The most brilliant contribution to the species problem has been the outcome of transferring the search for the cause of variation into an investigation of the factors responsible for the uniformity of individuals of successive generations. Out of this development of modern genetics has come not only a localization in the reproductive cells of the mechanism by which hereditary similarities are achieved, but an assurance that the inception of new species must take place in those same genes and a considerable acquaintance with the potentialities of genes.

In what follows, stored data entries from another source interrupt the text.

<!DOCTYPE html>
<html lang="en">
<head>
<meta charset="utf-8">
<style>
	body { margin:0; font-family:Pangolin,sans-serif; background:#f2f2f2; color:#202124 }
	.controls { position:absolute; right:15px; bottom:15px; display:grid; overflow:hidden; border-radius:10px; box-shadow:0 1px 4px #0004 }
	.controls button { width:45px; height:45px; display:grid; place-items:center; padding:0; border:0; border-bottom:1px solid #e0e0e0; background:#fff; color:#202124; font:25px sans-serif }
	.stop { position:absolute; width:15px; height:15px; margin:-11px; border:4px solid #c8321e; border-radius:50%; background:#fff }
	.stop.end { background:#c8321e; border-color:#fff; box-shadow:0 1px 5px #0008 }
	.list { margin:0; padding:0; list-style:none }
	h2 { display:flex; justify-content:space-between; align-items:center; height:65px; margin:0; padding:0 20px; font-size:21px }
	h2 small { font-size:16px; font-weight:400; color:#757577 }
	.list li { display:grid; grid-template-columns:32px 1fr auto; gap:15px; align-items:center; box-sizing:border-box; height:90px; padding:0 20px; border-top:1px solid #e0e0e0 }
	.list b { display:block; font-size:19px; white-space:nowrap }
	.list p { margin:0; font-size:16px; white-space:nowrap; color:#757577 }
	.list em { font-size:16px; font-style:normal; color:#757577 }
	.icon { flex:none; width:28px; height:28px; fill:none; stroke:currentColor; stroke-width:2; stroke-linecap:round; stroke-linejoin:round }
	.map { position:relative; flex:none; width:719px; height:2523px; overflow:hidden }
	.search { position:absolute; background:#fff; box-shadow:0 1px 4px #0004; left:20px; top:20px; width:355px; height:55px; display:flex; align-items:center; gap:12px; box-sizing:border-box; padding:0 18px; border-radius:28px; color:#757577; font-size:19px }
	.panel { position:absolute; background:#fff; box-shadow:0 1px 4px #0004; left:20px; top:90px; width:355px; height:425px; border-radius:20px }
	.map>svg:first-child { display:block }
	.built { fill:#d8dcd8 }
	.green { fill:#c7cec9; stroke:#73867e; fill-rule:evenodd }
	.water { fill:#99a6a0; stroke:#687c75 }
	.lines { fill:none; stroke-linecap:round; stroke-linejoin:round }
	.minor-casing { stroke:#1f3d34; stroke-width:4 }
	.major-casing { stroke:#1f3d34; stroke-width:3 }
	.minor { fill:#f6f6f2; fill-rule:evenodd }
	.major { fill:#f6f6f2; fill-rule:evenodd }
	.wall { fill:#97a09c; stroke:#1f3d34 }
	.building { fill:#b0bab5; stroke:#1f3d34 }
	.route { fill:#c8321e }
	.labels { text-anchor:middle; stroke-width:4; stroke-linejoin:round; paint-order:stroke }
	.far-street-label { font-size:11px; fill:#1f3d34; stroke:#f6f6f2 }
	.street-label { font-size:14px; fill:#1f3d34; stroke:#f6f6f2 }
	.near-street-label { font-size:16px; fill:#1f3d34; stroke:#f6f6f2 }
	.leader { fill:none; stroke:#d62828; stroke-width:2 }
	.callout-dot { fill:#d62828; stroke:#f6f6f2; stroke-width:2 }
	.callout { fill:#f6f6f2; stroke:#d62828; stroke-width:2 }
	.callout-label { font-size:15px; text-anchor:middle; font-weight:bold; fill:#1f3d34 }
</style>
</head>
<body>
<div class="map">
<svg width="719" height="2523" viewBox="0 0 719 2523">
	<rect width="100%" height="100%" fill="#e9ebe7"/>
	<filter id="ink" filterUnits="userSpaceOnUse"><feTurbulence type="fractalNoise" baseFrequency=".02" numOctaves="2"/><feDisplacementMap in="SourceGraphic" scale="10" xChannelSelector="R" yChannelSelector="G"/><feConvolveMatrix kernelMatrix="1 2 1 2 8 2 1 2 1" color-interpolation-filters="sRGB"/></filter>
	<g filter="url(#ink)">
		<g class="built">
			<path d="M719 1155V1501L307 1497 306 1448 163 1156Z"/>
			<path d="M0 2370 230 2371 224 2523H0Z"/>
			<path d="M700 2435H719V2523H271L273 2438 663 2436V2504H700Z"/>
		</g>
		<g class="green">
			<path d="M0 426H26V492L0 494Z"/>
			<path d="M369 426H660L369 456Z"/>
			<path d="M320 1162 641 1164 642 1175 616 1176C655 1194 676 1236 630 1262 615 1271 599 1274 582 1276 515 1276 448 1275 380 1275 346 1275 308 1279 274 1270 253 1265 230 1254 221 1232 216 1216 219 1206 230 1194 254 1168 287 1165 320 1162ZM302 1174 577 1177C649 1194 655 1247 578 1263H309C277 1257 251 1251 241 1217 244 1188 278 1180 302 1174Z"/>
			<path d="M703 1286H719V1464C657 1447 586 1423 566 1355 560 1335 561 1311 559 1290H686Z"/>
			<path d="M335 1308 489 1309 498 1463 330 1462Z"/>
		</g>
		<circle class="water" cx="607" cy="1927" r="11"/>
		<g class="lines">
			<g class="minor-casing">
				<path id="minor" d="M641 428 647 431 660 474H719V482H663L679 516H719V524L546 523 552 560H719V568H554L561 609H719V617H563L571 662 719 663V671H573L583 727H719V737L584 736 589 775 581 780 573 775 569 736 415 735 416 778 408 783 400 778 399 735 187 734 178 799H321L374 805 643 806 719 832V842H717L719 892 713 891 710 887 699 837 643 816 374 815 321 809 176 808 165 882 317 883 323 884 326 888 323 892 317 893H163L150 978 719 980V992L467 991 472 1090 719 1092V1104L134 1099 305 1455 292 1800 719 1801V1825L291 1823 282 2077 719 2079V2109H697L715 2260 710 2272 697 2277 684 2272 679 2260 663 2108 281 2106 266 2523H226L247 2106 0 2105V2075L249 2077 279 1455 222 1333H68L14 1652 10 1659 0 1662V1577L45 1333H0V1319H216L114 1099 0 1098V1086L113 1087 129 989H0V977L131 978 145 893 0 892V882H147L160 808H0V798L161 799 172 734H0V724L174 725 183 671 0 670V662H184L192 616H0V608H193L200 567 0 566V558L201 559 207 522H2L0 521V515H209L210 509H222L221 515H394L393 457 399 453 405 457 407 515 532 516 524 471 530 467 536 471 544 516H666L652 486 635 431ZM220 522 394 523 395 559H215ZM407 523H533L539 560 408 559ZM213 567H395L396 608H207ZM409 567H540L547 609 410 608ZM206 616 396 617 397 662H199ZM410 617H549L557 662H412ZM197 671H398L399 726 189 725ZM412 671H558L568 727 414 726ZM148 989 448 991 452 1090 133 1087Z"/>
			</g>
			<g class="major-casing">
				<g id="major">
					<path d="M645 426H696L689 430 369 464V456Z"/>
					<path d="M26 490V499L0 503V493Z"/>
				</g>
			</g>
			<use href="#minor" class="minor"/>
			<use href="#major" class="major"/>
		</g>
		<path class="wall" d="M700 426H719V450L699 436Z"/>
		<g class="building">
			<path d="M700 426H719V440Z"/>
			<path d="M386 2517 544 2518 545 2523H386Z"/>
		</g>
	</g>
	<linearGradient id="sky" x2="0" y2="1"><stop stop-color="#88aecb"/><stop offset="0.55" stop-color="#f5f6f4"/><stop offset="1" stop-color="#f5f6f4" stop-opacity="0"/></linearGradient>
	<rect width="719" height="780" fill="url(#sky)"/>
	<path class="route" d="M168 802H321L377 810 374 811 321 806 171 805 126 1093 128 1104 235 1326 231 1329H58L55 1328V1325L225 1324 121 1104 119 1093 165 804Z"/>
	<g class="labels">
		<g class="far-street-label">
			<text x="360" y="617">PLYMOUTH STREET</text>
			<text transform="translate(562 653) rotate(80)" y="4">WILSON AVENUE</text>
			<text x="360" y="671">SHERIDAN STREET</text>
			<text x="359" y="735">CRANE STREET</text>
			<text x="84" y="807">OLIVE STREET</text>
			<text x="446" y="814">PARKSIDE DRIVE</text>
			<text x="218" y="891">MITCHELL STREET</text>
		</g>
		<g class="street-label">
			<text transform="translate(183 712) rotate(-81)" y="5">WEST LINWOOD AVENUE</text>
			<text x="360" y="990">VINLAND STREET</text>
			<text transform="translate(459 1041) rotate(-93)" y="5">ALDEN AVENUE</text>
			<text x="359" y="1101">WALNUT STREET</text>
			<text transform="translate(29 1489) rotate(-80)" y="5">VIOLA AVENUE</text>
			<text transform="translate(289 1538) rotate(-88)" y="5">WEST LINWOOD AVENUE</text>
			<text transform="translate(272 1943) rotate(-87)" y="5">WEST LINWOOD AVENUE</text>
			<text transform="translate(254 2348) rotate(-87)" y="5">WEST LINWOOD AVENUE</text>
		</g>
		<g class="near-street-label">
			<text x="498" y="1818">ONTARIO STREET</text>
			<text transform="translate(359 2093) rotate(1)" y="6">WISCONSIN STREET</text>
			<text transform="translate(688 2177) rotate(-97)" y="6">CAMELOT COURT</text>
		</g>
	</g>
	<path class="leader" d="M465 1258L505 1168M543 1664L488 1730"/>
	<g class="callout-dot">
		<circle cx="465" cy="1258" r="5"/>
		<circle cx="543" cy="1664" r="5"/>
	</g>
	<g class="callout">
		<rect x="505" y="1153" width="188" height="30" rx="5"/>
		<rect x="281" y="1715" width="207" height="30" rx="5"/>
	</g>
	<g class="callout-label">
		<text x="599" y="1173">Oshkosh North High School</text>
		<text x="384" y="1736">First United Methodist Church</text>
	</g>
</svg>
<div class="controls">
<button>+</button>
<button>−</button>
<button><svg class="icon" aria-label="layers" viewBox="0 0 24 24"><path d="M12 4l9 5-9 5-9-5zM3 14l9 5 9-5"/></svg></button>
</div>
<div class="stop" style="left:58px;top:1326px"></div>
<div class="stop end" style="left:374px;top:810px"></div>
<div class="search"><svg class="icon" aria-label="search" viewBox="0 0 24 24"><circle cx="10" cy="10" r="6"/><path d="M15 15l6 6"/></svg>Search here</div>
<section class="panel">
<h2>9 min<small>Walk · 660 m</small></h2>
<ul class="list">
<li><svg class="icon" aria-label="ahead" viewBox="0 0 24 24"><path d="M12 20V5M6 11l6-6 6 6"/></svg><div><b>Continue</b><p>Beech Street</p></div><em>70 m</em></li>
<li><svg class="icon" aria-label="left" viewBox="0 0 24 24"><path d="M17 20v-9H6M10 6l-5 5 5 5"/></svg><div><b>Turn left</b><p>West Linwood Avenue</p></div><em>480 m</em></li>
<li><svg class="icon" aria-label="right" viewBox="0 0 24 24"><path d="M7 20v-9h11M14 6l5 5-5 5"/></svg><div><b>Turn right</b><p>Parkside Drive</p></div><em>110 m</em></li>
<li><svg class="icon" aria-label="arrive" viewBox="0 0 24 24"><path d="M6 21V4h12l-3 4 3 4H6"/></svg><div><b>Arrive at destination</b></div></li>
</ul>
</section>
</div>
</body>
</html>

These laboratory studies have always led to the conclusion that changes in genes occur in sudden jumps, sometimes of small degree, sometimes of considerable size, but always as mutations which are complete as soon as they have occurred. This concept has been held in contrast with the neo-Darwinian conception of “fluctuating variations” which, by being accumulated over many generations and bent in a given direction by the force of natural selection, would gradually give rise to the characters of new species. Under this latter interpretation there may be incipient species of the sort conceived by many taxonomists in their definitions of varieties and subspecies; under the genetic interpretation the first mutant individual embodies all that the new species will contain, and is the new species as soon as it is given an opportunity to perpetuate its mutant characters thru a population of individuals.

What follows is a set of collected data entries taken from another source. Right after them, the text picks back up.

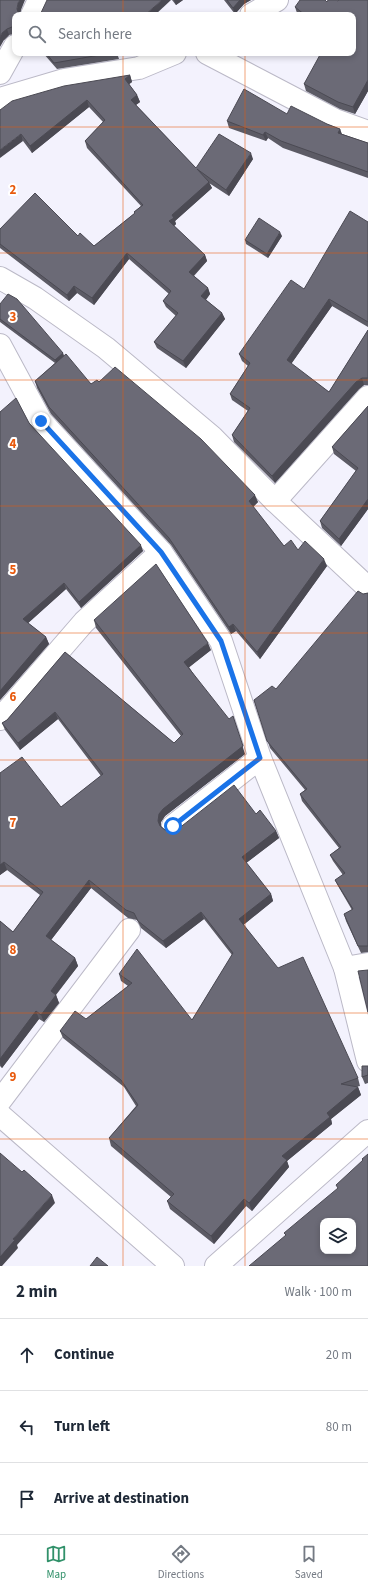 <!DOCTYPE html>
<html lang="en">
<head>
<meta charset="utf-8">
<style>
  :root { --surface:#fff; --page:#f2f2f3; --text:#1f2937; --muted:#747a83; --line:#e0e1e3; --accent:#31916a }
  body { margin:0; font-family:"Source Sans 3",sans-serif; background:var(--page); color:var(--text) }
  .controls { position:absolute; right:12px; bottom:12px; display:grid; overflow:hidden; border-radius:8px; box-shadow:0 2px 6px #0003 }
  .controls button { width:36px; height:36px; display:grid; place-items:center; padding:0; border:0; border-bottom:1px solid var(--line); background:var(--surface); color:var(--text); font:20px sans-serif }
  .stop { position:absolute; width:12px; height:12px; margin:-9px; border:3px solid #1a73e8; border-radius:50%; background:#fff }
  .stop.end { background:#1a73e8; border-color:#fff; box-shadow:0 1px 4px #0008 }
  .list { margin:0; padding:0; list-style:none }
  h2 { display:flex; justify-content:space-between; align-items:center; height:52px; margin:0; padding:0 16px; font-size:17px }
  h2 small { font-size:13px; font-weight:400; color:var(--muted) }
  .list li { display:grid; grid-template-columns:26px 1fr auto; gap:12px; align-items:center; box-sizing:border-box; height:72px; padding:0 16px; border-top:1px solid var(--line) }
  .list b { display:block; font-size:15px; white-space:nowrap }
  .list em { font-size:13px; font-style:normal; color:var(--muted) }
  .icon { flex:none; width:22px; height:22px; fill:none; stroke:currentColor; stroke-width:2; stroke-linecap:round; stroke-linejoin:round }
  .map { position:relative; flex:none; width:368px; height:1266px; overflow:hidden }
  .search { position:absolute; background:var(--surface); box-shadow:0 2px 6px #0003; left:12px; right:12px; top:12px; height:44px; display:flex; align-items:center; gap:10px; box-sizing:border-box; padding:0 14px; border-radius:8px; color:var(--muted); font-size:15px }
  .sheet { height:268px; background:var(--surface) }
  nav { display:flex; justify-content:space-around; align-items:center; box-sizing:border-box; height:56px; border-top:1px solid var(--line); background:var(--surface); font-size:11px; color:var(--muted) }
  nav a { display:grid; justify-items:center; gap:2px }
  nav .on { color:var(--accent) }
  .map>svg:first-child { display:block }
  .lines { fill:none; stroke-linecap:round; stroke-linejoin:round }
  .minor-casing { stroke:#bbb9c7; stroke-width:24 }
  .minor { stroke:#fff; stroke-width:22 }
  .wall { fill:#5c5b65 }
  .shaded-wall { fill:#4b4a53 }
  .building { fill:#6b6a76; stroke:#4b4a53; fill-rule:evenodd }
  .route { stroke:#1a73e8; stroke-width:5 }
  .grid { fill:none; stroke:#e8590c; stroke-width:1; stroke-opacity:0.55 }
  .grid-label { font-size:13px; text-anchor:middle; font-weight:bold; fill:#e8590c; stroke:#fff; stroke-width:4; stroke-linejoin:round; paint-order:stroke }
</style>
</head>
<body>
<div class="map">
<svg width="368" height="1266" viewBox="0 0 368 1266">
  <rect width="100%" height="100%" fill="#f3f2fd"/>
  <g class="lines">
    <g class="minor-casing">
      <g id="minor">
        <polyline points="32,15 39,0"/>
        <polyline points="251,15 277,0"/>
        <polyline points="207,53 335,120 368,132"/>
        <polyline points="0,73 15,46"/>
        <polyline points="0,99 64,80 139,68 175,53"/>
        <polyline points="0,278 35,298 106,348 212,437 275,501 368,588"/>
        <polyline points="0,345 41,421 161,552 221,641 260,758 345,968 368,1061"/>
        <polyline points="275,501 368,397"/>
        <polyline points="0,719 84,622 161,552"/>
        <polyline points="173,826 260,758"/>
        <polyline points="345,968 368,964"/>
        <polyline points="0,1101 129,930"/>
        <polyline points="0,1115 173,1266"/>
        <polyline points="216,1266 368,1131"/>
      </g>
    </g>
    <use href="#minor" class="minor"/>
  </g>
  <g class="wall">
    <polygon points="0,0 21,10 20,15 15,15 15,33 14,34 9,35 4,40"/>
    <polygon points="172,0 183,0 176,5"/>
    <polygon points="224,0 251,0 244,4 235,14"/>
    <polygon points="368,0 368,91 355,114 340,109 306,91 304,84 353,15 299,15 297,13 295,7 327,2"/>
    <polygon points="43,53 117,53 119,59 57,69"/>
    <polygon points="130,75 132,82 129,84 137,95 140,102 136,105 196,168 253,159 229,196 209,183 212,188 175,221 176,224 174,226 205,255 207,261 194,276 208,288 210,294 206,300 222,313 225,319 186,368 157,348 154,342 176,316 166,307 163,301 169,294 129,259 94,305 77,293 69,301 0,248 0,229 78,236 94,246 135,213 134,212 141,206 87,148 85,141 103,122 89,107 32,153 0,110"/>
    <polygon points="287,114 327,124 340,129 342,134 368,143 368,178 283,148 268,138 266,141 229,128 227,121"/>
    <polygon points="368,222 368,327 332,306 291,364 329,392 368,330 368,385 364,385 359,389 275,483 234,442 232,435 248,411 232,400 230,394 248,366 242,361 239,354 304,289"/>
    <polygon points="282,236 268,258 246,244 245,240"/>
    <polygon points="0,304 63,353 64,356 91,384 99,382 258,502 253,507 284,546 298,550 327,566 260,659 236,631 231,634 171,545 51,414 37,388 35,381 55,363 0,322"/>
    <polygon points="368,406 368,509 341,546 322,528 320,521 356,471 334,454 332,447"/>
    <polygon points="29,423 143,551 81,608 66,589 28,623 46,637 49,644 0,700"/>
    <polygon points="368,593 368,952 361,953 346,921 344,914 352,910 338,886 335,880 343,875 333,861 330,855 339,848 302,801 300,794 305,790 270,748 254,700 276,689 363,594"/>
    <polygon points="94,620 211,650 189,667 245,754 165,816 161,822 161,826 165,830 172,831 256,814 276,831 279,838 246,863 271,894 273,901 243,925 358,1078 360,1086 356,1087 358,1087 361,1095 331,1119 332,1124 287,1161 289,1167 252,1211 246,1206 214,1244 170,1209 167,1201 171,1197 111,1146 109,1138 136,1106 124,1087 63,1038 60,1031 86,1019 128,986 121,981 119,974 192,1020 232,955 204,919 166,948 141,928 137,920 128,918 91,888 51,940 75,958 78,966 56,995 59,1003 44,1022 39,1019 2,1068 0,1066 0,921 13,932 40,895 7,870 0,875 0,773 61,807 101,776 58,719 20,750 5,730 2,723 7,720 65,652 174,743 181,736 96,628"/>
    <polygon points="368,1066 368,1083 365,1084 362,1077"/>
  </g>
  <g class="shaded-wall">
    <polygon points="20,0 25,0 19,15 17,9 18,3"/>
    <polygon points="162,0 171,0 155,15 145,15"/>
    <polygon points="174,0 183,0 176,5"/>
    <polygon points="240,0 251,0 244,4 235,14 233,8"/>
    <polygon points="15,23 15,33 14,34 12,27"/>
    <polygon points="7,29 9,35 4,40 0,47 0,37 2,33"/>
    <polygon points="130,75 132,82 128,85 125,79"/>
    <polygon points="368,80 368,91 355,114 353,107"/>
    <polygon points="137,95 140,102 133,107 131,100"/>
    <polygon points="87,100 89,107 32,153 30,146"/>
    <polygon points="340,129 342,136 338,133"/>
    <polygon points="265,132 268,138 266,141 263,135"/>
    <polygon points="21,134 23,141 0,158 0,150"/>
    <polygon points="251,153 253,159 229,196 226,190"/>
    <polygon points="209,182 212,188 175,221 176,224 172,228 169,221 172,215"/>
    <polygon points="280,232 282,236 268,258 267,254"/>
    <polygon points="127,253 129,259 94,305 92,298"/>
    <polygon points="205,255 207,261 191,278 189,272"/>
    <polygon points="74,286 77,293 69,301 67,295"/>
    <polygon points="208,288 210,294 203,303 201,296"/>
    <polygon points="329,299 332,306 289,367 287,360"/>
    <polygon points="222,313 225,319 186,368 183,361"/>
    <polygon points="63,353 64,357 57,364 55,360"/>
    <polygon points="362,378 364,385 359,389 275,483 272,476 356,382"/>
    <polygon points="255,495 258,502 252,508 249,501"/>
    <polygon points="368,499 368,509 341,546 339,539"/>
    <polygon points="141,545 143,551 81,608 79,602"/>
    <polygon points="324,559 327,566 260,659 257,652"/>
    <polygon points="64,583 66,589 26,625 23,619"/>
    <polygon points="233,624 236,631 231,634 229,627"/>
    <polygon points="46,637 49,644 0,700 0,691"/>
    <polygon points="208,643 211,650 187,669 184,662"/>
    <polygon points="55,712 58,719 20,750 18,743"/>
    <polygon points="233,716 245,754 165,816 161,822 161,828 158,821 159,814"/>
    <polygon points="276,831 279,838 245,864 242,857"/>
    <polygon points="4,862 7,870 0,875 0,865"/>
    <polygon points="89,880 91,888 48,944 46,936"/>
    <polygon points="271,894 273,901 241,927 239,919"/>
    <polygon points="201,912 204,919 166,948 163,941"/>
    <polygon points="75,958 78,966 53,998 51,991"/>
    <polygon points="56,995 59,1003 44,1022 41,1015"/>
    <polygon points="36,1011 39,1019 2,1068 0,1063 0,1059"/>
    <polygon points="358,1087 361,1095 331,1119 332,1124 287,1161 289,1167 252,1211 249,1203 282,1156 327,1113"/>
    <polygon points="52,1195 55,1203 17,1245 18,1248 2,1266 0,1266 0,1257 13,1239"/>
    <polygon points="244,1199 246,1206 214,1244 211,1236"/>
  </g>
  <g class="building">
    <polygon points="0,0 20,0 18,3 17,9 19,15 15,15 15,23 12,27 7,29 2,33 0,37"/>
    <polygon points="47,0 162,0 145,15 40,15"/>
    <polygon points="227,0 240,0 233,8"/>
    <polygon points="300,0 325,0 327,2 328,0 336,0 338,1 338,0 368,0 368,80 353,107 338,102 304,84 321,53 353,53 353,15 305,15 295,7"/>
    <polygon points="46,53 111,53 54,63"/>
    <polygon points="130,75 125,79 137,95 131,100 196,168 219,134 251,153 226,190 197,169 209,182 172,215 174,218 169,221 205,255 189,272 208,288 201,296 222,313 183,361 154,342 178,313 163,301 171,291 127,253 92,298 74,286 67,295 0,244 0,229 35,193 78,236 80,233 94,246 135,213 134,212 143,205 85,141 105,120 87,100 30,146 21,134 0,150 0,110 12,101 64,86"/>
    <polygon points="244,89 287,114 291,106 327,124 340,129 338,133 368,143 368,172 281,141 265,132 263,135 227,121"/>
    <polygon points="350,211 368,222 368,322 329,299 287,360 329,392 368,330 368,378 362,378 356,382 272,476 232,435 250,408 230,394 250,363 239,354 291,280 304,289"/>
    <polygon points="259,218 280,232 267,254 245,240"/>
    <polygon points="8,294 17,299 63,353 55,360 0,319 0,304"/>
    <polygon points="66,354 91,384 97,380 99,382 115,367 201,439 255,495 249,501 284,546 291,540 298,550 305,541 324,559 257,652 233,624 229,627 169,538 49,407 35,381"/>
    <polygon points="16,398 29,423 141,545 79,602 64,583 23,619 46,637 0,691 0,412"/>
    <polygon points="368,406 368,499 339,539 320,521 358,468 332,447"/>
    <polygon points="156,564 208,643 184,662 229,719 233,716 243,746 163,809 159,814 158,821 160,826 165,830 172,831 178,829 234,785 256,814 260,810 276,831 242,857 271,894 239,919 278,968 303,957 358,1078 341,1084 358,1087 327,1113 330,1117 282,1156 287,1160 249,1203 244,1199 211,1236 167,1201 174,1194 109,1138 138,1105 121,1080 60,1031 75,1011 86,1019 132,983 119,974 137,949 192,1020 233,953 201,912 163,941 138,921 134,913 126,910 89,880 46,936 75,958 51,991 56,995 41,1015 36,1011 0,1059 0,921 13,932 43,892 4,862 0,865 0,773 22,757 61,807 103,774 55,712 18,743 2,723 7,720 65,652 174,743 183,734 94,620"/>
    <polygon points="358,591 363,594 368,593 368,946 358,946 344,914 353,909 335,880 345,873 330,855 341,847 300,794 307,789 267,741 254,700 272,686 276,689"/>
    <polygon points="368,970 368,1012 358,971"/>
    <polygon points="362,1066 368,1066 368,1075 362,1077"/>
    <polygon points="0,1153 22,1172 24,1170 52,1195 13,1239 15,1240 0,1257"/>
    <path d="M368,1154V1266H249L286,1235L284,1233L338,1188L336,1185L363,1160L362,1159ZM323,1221H353V1251H323Z"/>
    <polygon points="97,1257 108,1266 90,1266"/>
  </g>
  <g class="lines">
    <polyline class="route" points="41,421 161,552 221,641 260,758 173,826"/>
  </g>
  <path class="grid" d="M123,0V15M245,0V15M123,53V1266M245,53V1266M0,127H368M0,253H368M0,380H368M0,506H368M0,633H368M0,760H368M0,886H368M0,1013H368M0,1139H368"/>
  <g class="grid-label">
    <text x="13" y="194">2</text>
    <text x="13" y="321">3</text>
    <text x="13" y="448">4</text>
    <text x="13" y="574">5</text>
    <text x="13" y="701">6</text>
    <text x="13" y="827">7</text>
    <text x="13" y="954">8</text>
    <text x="13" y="1081">9</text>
  </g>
</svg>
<div class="controls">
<button><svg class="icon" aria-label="layers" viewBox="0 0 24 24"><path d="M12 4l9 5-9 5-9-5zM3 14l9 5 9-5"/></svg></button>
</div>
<div class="stop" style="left:173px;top:826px"></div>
<div class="stop end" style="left:41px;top:421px"></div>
<div class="search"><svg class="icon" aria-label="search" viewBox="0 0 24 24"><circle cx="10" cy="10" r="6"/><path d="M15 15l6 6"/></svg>Search here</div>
</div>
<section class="sheet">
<h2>2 min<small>Walk · 100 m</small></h2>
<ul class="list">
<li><svg class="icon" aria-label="ahead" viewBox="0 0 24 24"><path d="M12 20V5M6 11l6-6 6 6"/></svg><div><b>Continue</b></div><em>20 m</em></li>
<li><svg class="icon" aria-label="left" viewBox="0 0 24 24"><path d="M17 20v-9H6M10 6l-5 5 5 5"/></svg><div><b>Turn left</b></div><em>80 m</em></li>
<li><svg class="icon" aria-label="arrive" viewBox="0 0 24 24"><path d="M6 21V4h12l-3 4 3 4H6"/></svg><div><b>Arrive at destination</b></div></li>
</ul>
</section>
<nav>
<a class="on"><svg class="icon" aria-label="map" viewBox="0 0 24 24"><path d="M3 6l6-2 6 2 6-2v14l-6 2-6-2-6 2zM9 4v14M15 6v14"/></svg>Map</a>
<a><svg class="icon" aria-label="directions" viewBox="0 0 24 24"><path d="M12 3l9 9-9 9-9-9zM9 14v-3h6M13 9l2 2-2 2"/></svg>Directions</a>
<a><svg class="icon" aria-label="saved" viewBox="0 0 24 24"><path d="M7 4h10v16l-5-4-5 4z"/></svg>Saved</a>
</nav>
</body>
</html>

The genetics data are conclusive as to the frequent occurrence of mutations in the laboratory; there are numerous records of the appearance of similarly mutant individuals in nature, but there is little satisfactory evidence that these are the individuals out of which new species are made. Perhaps the best body of proof is that of Crampton's (1909-1928) on the development of geographically isolated races of snails from mutant stocks in various Pacific Islands. In the taxonomic literature there are a few other suggestions of similarly mutant origins of existent species, but such an experienced field worker as Chapman is quoted (H. F. Osborn, 1926) as finding among the birds next to no species which might be interpreted as owing their origin to mutation.